"By my soul," exclaimed Mr. Boythorn, suddenly firing another volley, "that fellow is, and his father was, and his grandfather was, the most stiff-necked, arrogant imbecile, pig-headed numskull, ever, by some inexplicable mistake of Nature, born in any station of life but a walking-stick's! The whole of that family are the most solemnly conceited and consummate blockheads! But it's no matter; he should not shut up my path if he were fifty baronets melted into one and living in a hundred Chesney Wolds, one within another, like the ivory balls in a Chinese carving. The fellow, by his agent, or secretary, or somebody, writes to me 'Sir Leicester Dedlock, Baronet, presents his compliments to Mr. Lawrence Boythorn, and has to call his attention to the fact that the green pathway by the old parsonage-house, now the property of Mr.
Lawrence Boythorn, is Sir Leicester's right of way, being in fact a portion of the park of chesney Wold, and that Sir Leicester finds it convenient to close up the same.' I write to the fellow, 'Mr.
Lawrence Boythorn presents his compliments to Sir Leicester Dedlock, Baronet, and has to call HIS attention to the fact that he totally denies the whole of Sir Leicester Dedlock's positions on every possible subject and has to add, in reference to closing up the pathway, that he will be glad to see the man who may undertake to do it.' The fellow sends a most abandoned villain with one eye to construct a gateway. I play upon that execrable scoundrel with a fire-engine until the breath is nearly driven out of his body.
The fellow erects a gate in the night. I chop it down and burn it in the morning. He sends his myrmidons to come over the fence and pass and repass. I catch them in humane man traps, fire split peas at their legs, play upon them with the engine--resolve to free mankind from the insupportable burden of the existence of those lurking ruffians. He brings actions for trespass; I bring actions for trespass. He brings actions for assault and battery; I defend them and continue to assault and batter. Ha, ha, ha!"To hear him say all this with unimaginable energy, one might have thought him the angriest of mankind. To see him at the very same time, looking at the bird now perched upon his thumb and softly smoothing its feathers with his forefinger, one might have thought him the gentlest. To hear him laugh and see the broad good nature of his face then, one might have supposed that he had not a care in the world, or a dispute, or a dislike, but that his whole existence was a summer joke.
"No, no," he said, "no closing up of my paths by any Dedlock!
Though I willingly confess," here he softened in a moment, "that Lady Dedlock is the most accomplished lady in the world, to whom Iwould do any homage that a plain gentleman, and no baronet with a head seven hundred years thick, may. A man who joined his regiment at twenty and within a week challenged the most imperious and presumptuous coxcomb of a commanding officer that ever drew the breath of life through a tight waist--and got broke for it--is not the man to be walked over by all the Sir Lucifers, dead or alive, locked or unlocked. Ha, ha, ha!""Nor the man to allow his junior to be walked over either?" said my guardian.
"Most assuredly not!" said Mr. Boythorn, clapping him on the shoulder with an air of protection that had something serious in it, though he laughed. "He will stand by the low boy, always.

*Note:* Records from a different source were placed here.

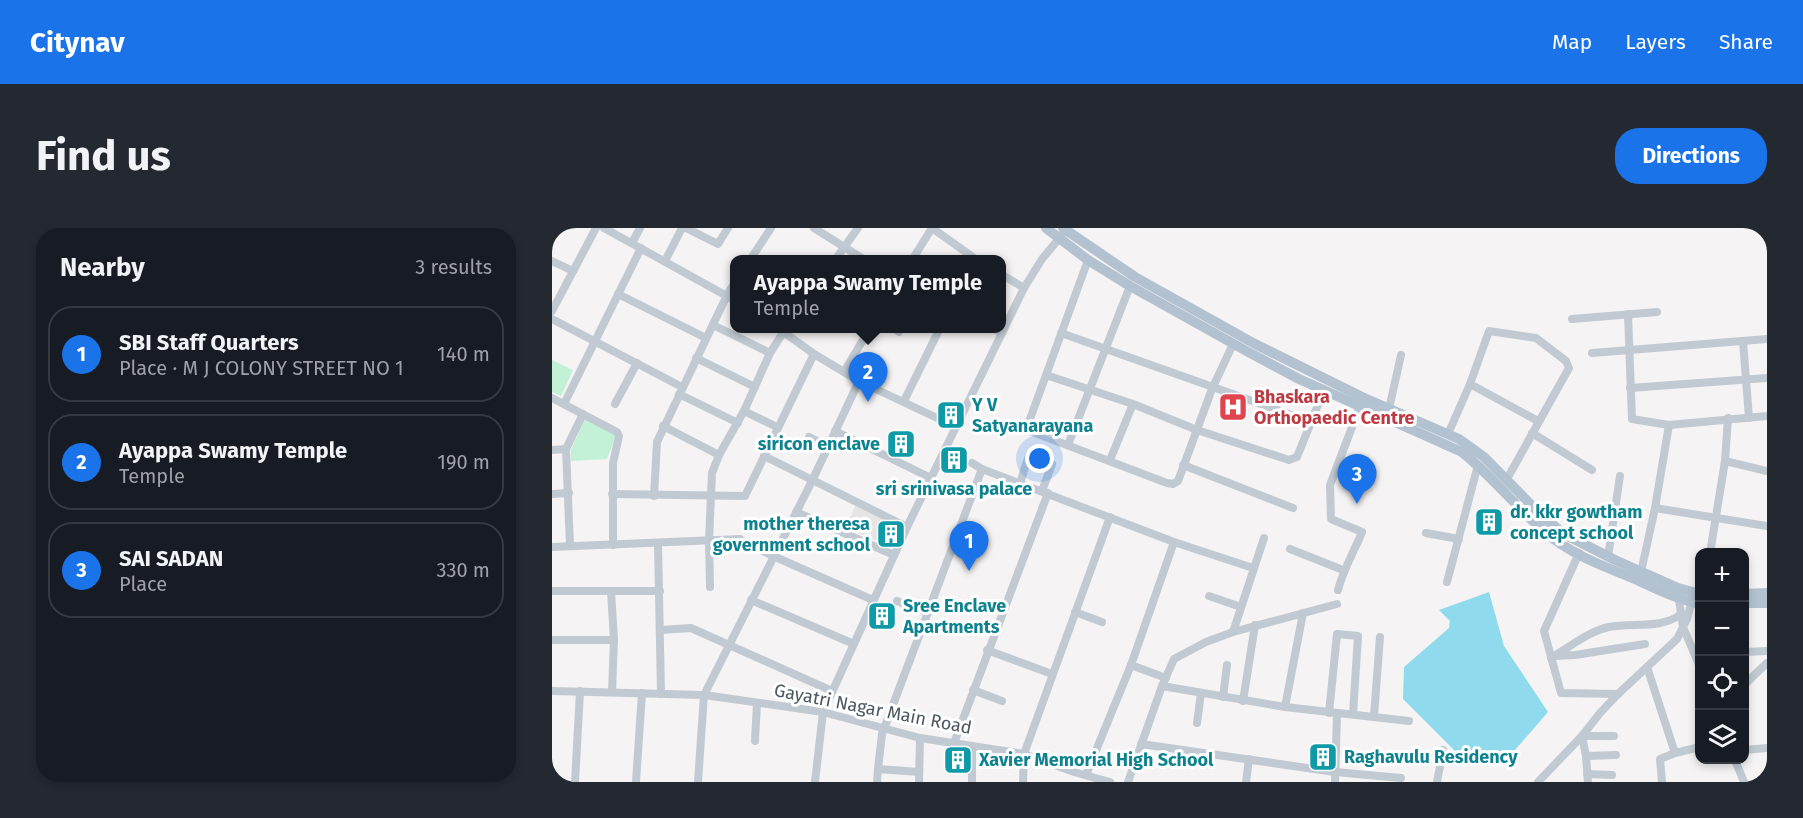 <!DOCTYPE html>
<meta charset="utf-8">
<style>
:root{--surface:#171b24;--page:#242831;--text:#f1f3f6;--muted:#9ea1a6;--line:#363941;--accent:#1a73e8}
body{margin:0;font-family:"Fira Sans",sans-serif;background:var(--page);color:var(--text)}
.controls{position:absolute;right:18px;bottom:18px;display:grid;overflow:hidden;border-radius:12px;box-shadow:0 3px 9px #0003}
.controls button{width:54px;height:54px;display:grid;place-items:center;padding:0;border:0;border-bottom:2px solid var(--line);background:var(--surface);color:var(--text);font:30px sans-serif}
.you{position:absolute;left:488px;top:231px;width:21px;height:21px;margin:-15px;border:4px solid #fff;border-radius:50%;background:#1a73e8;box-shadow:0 0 0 9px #1a73e833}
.badge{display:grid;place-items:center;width:39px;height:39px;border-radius:50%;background:var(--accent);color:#fff;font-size:20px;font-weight:700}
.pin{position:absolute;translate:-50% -50px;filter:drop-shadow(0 2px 3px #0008)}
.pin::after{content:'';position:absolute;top:32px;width:21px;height:18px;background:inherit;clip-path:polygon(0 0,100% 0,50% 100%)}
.popup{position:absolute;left:178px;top:27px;width:276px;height:78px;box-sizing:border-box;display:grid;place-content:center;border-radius:12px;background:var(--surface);filter:drop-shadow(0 2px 4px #0005);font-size:20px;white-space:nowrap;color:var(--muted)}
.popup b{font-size:22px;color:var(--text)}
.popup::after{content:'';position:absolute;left:50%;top:100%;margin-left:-12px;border:12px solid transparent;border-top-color:var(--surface)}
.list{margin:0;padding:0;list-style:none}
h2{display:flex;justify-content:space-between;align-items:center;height:78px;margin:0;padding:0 24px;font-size:26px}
h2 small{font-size:20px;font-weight:400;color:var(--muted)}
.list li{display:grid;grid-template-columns:39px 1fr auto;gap:18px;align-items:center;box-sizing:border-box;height:96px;margin:0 12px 12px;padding:0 12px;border:2px solid var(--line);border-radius:24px}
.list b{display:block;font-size:22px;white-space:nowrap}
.list p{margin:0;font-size:20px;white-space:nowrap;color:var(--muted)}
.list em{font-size:20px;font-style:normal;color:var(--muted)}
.icon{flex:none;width:33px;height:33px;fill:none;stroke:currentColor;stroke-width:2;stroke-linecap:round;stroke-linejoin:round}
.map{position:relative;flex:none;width:1215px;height:554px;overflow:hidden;border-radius:24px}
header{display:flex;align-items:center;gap:36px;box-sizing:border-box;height:84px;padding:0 30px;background:var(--accent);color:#fff}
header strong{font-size:28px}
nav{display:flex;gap:33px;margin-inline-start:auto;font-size:21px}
.intro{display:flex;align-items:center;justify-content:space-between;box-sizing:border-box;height:144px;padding:0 36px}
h1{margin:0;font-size:42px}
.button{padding:15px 27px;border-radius:24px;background:var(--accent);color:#fff;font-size:21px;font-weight:700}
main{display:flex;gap:36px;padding:0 36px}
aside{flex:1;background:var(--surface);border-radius:24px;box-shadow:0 3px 9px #0003}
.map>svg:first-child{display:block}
.education{fill:#e6e4e5}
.medical{fill:#fce8e6}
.green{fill:#c3f1d5}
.water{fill:#90daee}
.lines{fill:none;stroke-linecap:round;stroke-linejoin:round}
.minor{stroke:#c1cad2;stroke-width:8}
.major{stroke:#b3c2d1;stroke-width:10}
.labels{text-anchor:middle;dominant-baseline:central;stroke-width:6;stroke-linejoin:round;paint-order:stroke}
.health-label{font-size:18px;font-weight:bold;fill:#be3a42;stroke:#fff;text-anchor:start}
.culture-label{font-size:18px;font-weight:bold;fill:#0d838f;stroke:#fff;text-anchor:start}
.street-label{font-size:18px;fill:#4a5661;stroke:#fff}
</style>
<header>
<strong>Citynav</strong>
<nav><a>Map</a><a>Layers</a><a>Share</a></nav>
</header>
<div class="intro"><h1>Find us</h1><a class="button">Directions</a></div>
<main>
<aside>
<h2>Nearby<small>3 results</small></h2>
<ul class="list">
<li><span class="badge">1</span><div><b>SBI Staff Quarters</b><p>Place · M J COLONY STREET NO 1</p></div><em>140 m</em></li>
<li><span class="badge">2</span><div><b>Ayappa Swamy Temple</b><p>Temple</p></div><em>190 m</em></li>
<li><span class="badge">3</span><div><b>SAI SADAN</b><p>Place</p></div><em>330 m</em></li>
</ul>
</aside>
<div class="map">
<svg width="1215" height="554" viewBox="0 0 1215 554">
<rect width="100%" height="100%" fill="#f5f3f3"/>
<polygon class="education" points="303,278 335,293 325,313 294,300"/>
<polygon class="medical" points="678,169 690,174 684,190 673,185"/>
<g class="green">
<polygon points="0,132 21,142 9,168 0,164"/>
<polygon points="33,191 64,207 55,231 19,233 19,222"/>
</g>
<polygon class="water" points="937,364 952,418 996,484 950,537 925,521 908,528 851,471 852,439 897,400 898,393 887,382"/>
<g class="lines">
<g class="minor">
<polyline points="52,0 182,72"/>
<polyline points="134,0 166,16 176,0"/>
<polyline points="262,0 313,32"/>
<polyline points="80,15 88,0"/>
<polyline points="198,32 219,0"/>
<polyline points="283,32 306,0"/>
<polyline points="360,32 380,0 425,32"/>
<polyline points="0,33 21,43"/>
<polyline points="113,33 130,0"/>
<polyline points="449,46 472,60"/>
<polyline points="66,66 154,110"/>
<polyline points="0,83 44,0"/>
<polyline points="1076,86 1080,191 1117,197 1215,188"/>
<polyline points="0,91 130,159"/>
<polyline points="1020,91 1105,84"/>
<polyline points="161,97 218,125"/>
<polyline points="226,100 262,126 307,153 404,199"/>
<polyline points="341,100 347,104"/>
<polyline points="441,100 450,105"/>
<polyline points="509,105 759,194"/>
<polyline points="1191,113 1197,190"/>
<polyline points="1040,125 1215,111"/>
<polyline points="144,130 203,159"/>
<polyline points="292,144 318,100"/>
<polyline points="494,147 581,176 645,202 737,232 745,229 772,162"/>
<polyline points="918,156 986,193"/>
<polyline points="1078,160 1215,150"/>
<polyline points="127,166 186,195"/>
<polyline points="0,170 65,204 67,208 61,235 61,317"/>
<polyline points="352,173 388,100"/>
<polyline points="12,176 89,20"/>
<polyline points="63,176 85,135"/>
<polyline points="837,181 849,127"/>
<polyline points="192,183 225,199"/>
<polyline points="462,197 615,255 621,256 626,253 660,161 681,116"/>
<polyline points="111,198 167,227"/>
<polyline points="474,202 536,32"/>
<polyline points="283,203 379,250"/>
<polyline points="980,205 1040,242"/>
<polyline points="896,206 918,156 937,103 984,110 1014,133 1017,140 955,251"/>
<polyline points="257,209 276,218"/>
<polyline points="516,217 578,58"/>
<polyline points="0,222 14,221"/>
<polyline points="212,228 355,299"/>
<polyline points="558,232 581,176"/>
<polyline points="1173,233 1215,243"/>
<polyline points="420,235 430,241"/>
<polyline points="631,237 741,280"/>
<polyline points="468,255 477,227"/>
<polyline points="490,263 500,236"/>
<polyline points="0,266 17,265"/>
<polyline points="60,266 193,268 262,126"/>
<polyline points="102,268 105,214 175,67 182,56"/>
<polyline points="1103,280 1215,298"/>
<polyline points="244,284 342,327"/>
<polyline points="874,305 907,311"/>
<polyline points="193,314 221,328 321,372"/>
<polyline points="106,316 109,466"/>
<polyline points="18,318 14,221 31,186"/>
<polyline points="0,319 188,311"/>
<polyline points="738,321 791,342"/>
<polyline points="1027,325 992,403 1009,465 1066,466"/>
<polyline points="1158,325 1173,233 1176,190"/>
<polyline points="1056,329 1068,248"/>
<polyline points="1089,344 1103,280 1117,197"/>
<polyline points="895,354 926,237"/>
<polyline points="158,359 157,312 160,245 167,227 192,183 218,125 234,100"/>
<path d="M 786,362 C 791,342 802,324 810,304 L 779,291 L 778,257 L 808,178"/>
<polyline points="0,363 108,363"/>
<polyline points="59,363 62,412 60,464"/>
<polyline points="1126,365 1131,399 1148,439"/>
<polyline points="657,368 689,379"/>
<polyline points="199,372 302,416"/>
<polyline points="345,373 376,385"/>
<polyline points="523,384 550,394"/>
<polyline points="109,402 139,400 280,463"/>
<polyline points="681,404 712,310"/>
<polyline points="0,412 62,412"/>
<polyline points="435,422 500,446"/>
<polyline points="1192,424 1215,423"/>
<polyline points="1004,428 1023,427 1093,416"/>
<path d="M 999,430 C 1016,420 1037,403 1057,399 C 1080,394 1109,402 1129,386"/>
<polyline points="579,437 614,450"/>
<polyline points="1095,439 1123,525 1148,519"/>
<polyline points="1192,457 1215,435"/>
<polyline points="610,458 733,479 857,493"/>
<polyline points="421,462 450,473"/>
<polyline points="0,463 152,467 271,484 368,510 472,526 522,544 558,554"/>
<polyline points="671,469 675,437"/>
<polyline points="691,473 703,397"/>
<polyline points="733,479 751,385"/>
<polyline points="777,485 785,406 806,408 801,486"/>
<polyline points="822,488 828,409"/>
<polyline points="645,495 649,465"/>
<polyline points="203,513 205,475"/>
<polyline points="402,515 496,265"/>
<polyline points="589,516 783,544 849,550"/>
<polyline points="1192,522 1215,520"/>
<polyline points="1034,528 1064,527"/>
<polyline points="1183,532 1192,554"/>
<polyline points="326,541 330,506 430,241 622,314 701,340"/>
<polyline points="1035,546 1060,547"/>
<polyline points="534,547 579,437 622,314"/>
<polyline points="23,554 28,463"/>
<polyline points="84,554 90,465"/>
<polyline points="146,554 152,467 260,253 307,153"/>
<polyline points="263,554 271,484 355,299 472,60 490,31 510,7"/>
<polyline points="325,554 326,541 367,544"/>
<polyline points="367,554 368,510"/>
<polyline points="420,554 420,518"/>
<polyline points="471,554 472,526 558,289"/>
<polyline points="576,554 610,458 622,431 654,414 681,404 785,376"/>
<polyline points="694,554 697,531"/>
<polyline points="783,554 785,486"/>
<polyline points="885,554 891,522"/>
<polyline points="986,554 1030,508 1048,485 1066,466 1125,411 1135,391 1141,368"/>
<polyline points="1036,554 1034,528 1030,508 1062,508"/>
<polyline points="1110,554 1108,531 1123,525"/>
</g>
<g class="major">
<path d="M 494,0 L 536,32 L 578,58 L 698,125 L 747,151 L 910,224 C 940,248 964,279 993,304 C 1018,326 1053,339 1083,351 C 1104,361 1125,371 1148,376"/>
<polyline points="511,0 583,49 703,116 810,169 907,211 932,229 991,289 1012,306 1063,332 1126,360 1148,366"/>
<polyline points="1192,366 1215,365"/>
<polyline points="1192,375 1215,375"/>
</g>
</g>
<defs>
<g id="hospital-square" transform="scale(1.5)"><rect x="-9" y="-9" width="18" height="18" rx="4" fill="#e0444e" stroke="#fff"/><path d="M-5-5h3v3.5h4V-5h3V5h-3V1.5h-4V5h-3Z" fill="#fff"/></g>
<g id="building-square" transform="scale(1.5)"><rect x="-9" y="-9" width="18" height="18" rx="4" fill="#0f9aa8" stroke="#fff"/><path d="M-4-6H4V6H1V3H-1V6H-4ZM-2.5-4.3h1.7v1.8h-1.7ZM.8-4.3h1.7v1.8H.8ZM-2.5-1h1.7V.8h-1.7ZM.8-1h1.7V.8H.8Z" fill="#fff"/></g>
</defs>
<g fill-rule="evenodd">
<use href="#hospital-square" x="681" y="179"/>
<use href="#building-square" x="399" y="187"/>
<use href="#building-square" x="349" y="216"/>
<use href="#building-square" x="402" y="232"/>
<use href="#building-square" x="937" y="294"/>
<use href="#building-square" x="339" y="306"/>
<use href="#building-square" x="330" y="388"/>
<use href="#building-square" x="771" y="529"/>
<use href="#building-square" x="406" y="532"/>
</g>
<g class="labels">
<g class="health-label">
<text x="702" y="169">Bhaskara<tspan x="702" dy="21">Orthopaedic Centre</tspan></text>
</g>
<g class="culture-label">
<text x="420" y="177">Y V<tspan x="420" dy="21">Satyanarayana</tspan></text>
<text x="328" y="216" text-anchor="end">siricon enclave</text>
<text x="402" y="261" text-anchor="middle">sri srinivasa palace</text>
<text x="958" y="284">dr. kkr gowtham<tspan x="958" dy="21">concept school</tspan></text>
<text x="318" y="296" text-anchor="end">mother theresa<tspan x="318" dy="21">government school</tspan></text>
<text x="351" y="378">Sree Enclave<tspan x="351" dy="21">Apartments</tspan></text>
<text x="792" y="529">Raghavulu Residency</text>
<text x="427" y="532">Xavier Memorial High School</text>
</g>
<g class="street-label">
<text transform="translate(321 481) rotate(11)">Gayatri Nagar Main Road</text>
</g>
</g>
</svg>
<div class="controls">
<button>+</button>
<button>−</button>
<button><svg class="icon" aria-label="locate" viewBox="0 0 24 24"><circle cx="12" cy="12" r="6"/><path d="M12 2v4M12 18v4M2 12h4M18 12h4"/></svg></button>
<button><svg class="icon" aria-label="layers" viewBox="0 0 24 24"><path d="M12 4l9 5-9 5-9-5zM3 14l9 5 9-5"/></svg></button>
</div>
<div class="you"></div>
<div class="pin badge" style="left:417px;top:343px">1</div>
<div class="pin badge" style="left:316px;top:174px">2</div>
<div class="popup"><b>Ayappa Swamy Temple</b>Temple</div>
<div class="pin badge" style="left:805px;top:276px">3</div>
</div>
</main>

Jarndyce, you may rely upon him! But speaking of this trespass--with apologies to Miss Clare and Miss Summerson for the length at which I have pursued so dry a subject--is there nothing for me from your men Kenge and Carboy?""I think not, Esther?" said Mr. Jarndyce.
"Nothing, guardian."
"Much obliged!" said Mr. Boythorn. "Had no need to ask, after even my slight experience of Miss Summerson's forethought for every one about her." (They all encouraged me; they were determined to do it.) "I inquired because, coming from Lincolnshire, I of course have not yet been in town, and I thought some letters might have been sent down here. I dare say they will report progress to-morrow morning."
I saw him so often in the course of the evening, which passed very pleasantly, contemplate Richard and Ada with an interest and a satisfaction that made his fine face remarkably agreeable as he sat at a little distance from the piano listening to the music--and he had small occasion to tell us that he was passionately fond of music, for his face showed it--that I asked my guardian as we sat at the backgammon board whether Mr. Boythorn had ever been married.
"No," said he. "No."
"But he meant to be!" said I.
"How did you find out that?" he returned with a smile. "Why, guardian," I explained, not without reddening a little at hazarding what was in my thoughts, "there is something so tender in his manner, after all, and he is so very courtly and gentle to us, and --"Mr. Jarndyce directed his eyes to where he was sitting as I have just described him.
I said no more.
"You are right, little woman," he answered. "He was all but married once. Long ago. And once.""Did the lady die?"
"No--but she died to him. That time has had its influence on all his later life. Would you suppose him to have a head and a heart full of romance yet?""I think, guardian, I might have supposed so. But it is easy to say that when you have told me so.""He has never since been what he might have been," said Mr.